== Segment start ==

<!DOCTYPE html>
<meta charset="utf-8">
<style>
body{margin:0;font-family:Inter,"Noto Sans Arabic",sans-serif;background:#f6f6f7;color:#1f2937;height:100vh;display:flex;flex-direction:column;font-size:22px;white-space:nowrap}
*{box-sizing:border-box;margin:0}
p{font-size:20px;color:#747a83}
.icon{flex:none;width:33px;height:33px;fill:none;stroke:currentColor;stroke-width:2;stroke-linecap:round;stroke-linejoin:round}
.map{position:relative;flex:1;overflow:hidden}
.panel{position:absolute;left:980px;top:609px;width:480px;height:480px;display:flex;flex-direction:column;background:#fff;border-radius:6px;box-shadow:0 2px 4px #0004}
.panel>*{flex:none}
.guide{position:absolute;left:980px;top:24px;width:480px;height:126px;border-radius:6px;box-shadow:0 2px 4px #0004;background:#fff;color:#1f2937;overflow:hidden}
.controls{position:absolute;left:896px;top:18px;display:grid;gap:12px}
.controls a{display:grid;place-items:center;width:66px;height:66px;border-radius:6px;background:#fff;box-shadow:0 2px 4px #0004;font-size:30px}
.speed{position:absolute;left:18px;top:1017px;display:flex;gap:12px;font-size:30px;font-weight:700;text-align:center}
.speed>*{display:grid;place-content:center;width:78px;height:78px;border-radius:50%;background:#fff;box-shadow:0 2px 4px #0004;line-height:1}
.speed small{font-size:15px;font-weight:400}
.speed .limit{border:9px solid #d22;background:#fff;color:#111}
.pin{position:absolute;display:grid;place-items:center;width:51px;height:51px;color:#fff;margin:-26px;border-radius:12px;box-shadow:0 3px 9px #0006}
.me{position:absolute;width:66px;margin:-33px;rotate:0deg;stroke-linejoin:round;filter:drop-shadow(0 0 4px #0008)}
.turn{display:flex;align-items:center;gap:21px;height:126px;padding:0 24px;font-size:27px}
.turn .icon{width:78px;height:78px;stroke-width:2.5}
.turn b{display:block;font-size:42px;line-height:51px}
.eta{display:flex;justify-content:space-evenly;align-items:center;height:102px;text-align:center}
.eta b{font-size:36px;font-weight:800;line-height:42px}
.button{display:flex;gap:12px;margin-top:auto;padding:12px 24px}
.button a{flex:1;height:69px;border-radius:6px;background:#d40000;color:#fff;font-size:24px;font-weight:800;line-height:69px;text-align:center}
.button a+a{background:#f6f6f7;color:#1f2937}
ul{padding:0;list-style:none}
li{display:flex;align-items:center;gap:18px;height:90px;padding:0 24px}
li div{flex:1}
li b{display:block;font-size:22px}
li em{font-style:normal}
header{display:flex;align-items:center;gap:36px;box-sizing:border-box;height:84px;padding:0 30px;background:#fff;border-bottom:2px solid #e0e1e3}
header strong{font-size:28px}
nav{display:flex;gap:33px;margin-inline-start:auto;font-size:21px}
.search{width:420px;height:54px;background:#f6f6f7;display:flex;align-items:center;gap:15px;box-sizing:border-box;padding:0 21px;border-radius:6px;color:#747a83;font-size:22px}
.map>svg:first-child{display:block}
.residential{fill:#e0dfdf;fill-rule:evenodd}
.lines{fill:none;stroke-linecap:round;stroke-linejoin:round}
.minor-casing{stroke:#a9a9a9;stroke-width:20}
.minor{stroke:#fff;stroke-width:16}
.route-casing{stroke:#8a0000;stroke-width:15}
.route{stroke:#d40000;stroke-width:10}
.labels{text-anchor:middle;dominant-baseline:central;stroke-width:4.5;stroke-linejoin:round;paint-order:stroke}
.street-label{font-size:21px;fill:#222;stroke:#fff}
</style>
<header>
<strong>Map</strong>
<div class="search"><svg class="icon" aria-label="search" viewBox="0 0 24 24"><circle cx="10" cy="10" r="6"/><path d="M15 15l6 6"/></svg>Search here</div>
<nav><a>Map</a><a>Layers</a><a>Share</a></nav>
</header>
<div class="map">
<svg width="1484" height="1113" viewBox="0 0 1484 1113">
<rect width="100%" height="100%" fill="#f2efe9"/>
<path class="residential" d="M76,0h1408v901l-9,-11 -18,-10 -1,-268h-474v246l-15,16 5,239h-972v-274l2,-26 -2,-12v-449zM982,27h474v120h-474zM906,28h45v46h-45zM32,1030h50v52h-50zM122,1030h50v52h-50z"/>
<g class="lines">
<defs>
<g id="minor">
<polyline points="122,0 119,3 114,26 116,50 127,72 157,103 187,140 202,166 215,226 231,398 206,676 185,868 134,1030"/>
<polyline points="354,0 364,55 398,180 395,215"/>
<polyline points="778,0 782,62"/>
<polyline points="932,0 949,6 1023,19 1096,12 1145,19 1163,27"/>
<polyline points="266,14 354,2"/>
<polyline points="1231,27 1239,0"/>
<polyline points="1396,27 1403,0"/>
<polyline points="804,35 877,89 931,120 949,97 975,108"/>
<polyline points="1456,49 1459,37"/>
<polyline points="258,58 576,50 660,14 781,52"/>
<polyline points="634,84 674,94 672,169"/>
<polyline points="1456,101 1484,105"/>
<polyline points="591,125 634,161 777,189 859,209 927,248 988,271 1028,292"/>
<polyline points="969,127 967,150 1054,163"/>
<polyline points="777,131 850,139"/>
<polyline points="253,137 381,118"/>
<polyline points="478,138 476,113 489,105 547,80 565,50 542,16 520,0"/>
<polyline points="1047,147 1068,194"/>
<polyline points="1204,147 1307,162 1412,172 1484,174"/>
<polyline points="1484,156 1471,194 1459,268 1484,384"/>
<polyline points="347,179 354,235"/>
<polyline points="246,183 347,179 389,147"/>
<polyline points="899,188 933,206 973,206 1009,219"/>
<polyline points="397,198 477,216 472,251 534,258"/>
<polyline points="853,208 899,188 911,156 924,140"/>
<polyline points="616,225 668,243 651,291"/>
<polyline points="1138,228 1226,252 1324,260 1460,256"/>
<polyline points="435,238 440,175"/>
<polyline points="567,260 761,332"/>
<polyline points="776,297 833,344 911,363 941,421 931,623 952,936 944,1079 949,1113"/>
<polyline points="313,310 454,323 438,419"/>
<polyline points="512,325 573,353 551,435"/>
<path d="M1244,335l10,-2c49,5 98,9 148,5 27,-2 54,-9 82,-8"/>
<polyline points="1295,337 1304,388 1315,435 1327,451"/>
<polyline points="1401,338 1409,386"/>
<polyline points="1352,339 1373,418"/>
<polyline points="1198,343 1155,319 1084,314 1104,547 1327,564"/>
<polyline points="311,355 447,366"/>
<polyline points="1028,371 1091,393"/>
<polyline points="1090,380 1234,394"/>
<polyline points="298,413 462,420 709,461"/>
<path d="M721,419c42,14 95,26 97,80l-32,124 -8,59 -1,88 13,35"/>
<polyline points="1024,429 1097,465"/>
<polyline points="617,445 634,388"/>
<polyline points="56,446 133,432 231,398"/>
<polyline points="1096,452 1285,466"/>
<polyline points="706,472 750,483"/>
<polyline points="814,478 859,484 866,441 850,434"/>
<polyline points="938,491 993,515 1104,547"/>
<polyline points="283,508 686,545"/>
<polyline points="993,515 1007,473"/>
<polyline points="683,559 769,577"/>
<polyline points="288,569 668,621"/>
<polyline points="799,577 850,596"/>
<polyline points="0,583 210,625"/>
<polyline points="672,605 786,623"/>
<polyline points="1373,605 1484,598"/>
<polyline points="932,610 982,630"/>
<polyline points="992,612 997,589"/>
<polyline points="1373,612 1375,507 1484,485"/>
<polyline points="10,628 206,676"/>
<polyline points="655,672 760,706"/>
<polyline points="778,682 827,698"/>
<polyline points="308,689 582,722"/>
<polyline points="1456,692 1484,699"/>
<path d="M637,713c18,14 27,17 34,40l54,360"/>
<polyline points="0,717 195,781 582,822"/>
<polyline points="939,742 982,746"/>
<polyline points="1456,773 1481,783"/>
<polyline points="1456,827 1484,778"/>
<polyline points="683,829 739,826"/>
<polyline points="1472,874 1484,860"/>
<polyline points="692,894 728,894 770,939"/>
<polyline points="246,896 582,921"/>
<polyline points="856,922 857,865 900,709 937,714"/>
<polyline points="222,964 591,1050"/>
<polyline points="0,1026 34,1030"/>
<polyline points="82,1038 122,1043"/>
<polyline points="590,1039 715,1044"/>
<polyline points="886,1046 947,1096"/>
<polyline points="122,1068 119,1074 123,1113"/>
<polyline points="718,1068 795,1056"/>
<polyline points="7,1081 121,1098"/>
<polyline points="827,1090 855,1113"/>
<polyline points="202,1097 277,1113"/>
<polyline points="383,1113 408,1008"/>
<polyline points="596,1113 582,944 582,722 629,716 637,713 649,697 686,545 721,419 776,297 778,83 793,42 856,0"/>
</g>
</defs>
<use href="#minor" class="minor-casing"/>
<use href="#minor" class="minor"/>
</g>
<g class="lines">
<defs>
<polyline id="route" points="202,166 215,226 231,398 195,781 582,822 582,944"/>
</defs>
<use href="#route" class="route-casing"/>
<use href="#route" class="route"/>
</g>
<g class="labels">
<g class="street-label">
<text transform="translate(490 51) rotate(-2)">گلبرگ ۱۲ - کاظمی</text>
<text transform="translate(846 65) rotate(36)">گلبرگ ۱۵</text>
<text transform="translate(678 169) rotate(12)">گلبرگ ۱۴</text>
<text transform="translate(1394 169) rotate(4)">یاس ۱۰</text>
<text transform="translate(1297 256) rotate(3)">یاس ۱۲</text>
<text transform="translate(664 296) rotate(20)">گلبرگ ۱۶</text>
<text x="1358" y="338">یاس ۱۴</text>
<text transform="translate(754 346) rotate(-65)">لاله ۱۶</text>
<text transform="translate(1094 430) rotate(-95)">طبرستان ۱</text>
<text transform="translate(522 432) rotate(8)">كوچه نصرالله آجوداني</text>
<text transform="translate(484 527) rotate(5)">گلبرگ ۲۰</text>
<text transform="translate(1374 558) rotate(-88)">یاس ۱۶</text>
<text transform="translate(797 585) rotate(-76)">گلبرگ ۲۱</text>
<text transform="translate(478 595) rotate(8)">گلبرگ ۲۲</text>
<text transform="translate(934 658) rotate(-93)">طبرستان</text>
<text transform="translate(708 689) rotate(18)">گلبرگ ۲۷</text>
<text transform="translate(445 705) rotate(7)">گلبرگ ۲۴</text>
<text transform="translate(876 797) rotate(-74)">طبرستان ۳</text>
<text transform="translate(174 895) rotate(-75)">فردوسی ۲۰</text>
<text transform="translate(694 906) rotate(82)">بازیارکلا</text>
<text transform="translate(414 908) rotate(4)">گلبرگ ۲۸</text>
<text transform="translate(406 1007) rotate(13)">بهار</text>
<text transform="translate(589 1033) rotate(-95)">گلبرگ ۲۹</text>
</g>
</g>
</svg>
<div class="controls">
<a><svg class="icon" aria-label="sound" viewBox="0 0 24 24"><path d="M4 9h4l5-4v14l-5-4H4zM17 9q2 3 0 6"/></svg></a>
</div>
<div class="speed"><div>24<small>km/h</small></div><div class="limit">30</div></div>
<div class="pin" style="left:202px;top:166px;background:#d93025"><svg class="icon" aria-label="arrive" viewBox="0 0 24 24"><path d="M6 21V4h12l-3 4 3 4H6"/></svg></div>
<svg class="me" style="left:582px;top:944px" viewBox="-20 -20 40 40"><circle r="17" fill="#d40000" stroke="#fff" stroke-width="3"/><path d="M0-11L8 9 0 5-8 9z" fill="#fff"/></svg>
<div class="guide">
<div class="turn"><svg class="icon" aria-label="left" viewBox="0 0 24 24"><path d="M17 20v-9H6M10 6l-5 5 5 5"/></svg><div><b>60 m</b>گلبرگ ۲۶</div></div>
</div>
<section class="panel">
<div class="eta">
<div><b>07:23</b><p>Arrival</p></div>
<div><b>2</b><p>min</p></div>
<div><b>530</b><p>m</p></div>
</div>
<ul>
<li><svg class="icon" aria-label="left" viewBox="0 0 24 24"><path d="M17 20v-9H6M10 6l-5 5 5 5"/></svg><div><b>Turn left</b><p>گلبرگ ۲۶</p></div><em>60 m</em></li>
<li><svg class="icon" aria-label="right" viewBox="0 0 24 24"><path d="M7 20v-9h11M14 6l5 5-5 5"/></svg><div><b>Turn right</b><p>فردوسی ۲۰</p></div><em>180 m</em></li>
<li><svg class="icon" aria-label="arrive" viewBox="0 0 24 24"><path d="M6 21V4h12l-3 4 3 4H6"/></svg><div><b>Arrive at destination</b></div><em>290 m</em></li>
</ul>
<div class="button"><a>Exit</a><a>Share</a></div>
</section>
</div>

== Segment end ==

To do
Search the listing above for "content" and copy every line that has it.

Finished exercise
.speed>*{display:grid;place-content:center;width:78px;height:78px;border-radius:50%;background:#fff;box-shadow:0 2px 4px #0004;line-height:1}
.eta{display:flex;justify-content:space-evenly;align-items:center;height:102px;text-align:center}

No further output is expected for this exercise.